Transcribe, with complete accuracy, all of the entries below except for the pictures.

[Data for the task]

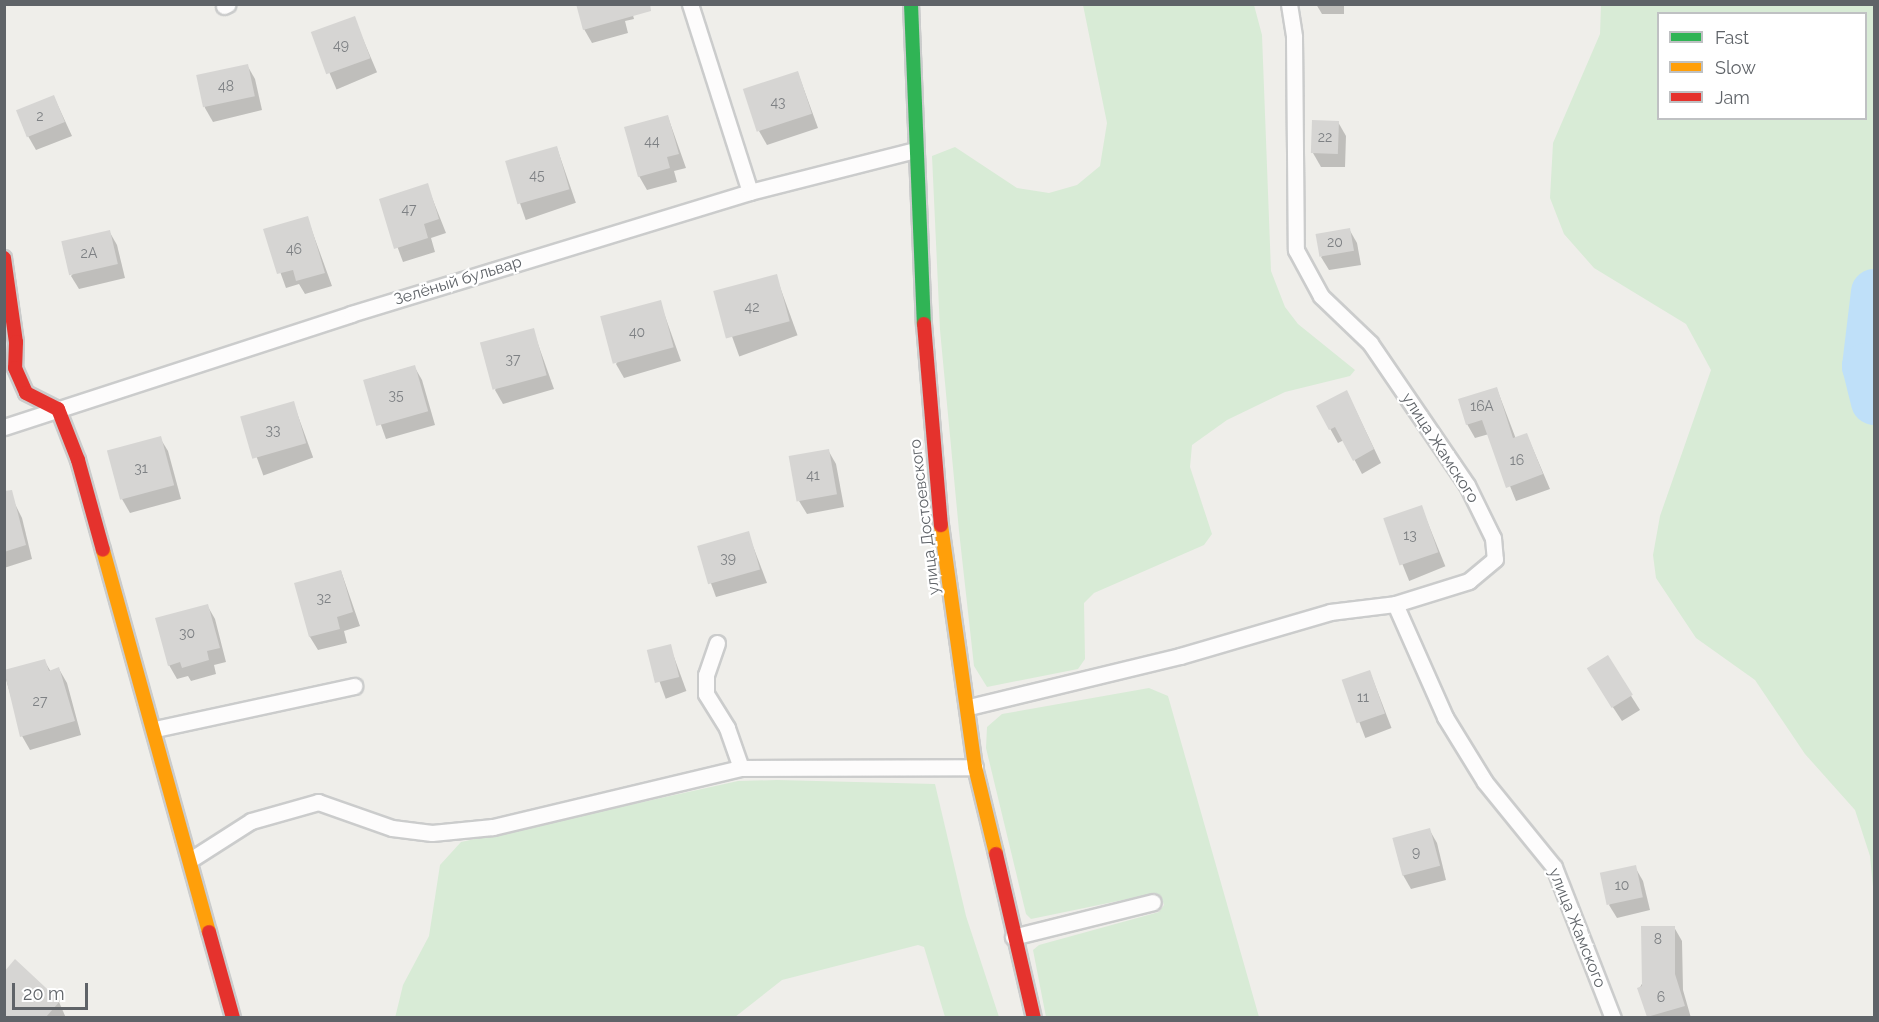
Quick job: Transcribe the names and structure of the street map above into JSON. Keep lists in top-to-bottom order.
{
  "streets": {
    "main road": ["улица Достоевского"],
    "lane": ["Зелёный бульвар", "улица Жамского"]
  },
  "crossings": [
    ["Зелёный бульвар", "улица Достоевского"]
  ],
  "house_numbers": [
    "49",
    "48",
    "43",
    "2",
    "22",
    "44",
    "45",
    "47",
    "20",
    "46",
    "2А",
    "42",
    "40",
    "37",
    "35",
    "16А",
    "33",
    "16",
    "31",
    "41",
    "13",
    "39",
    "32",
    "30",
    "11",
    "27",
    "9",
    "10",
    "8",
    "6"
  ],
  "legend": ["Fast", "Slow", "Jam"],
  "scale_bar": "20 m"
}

[/Data for the task]

- _Task answer_:
Quick job: Transcribe the names and structure of the street map above into JSON. Keep lists in top-to-bottom order.
{
  "streets": {
    "main road": ["улица Достоевского"],
    "lane": ["Зелёный бульвар", "улица Жамского"]
  },
  "crossings": [
    ["Зелёный бульвар", "улица Достоевского"]
  ],
  "house_numbers": [
    "49",
    "48",
    "43",
    "2",
    "22",
    "44",
    "45",
    "47",
    "20",
    "46",
    "2А",
    "42",
    "40",
    "37",
    "35",
    "16А",
    "33",
    "16",
    "31",
    "41",
    "13",
    "39",
    "32",
    "30",
    "11",
    "27",
    "9",
    "10",
    "8",
    "6"
  ],
  "legend": ["Fast", "Slow", "Jam"],
  "scale_bar": "20 m"
}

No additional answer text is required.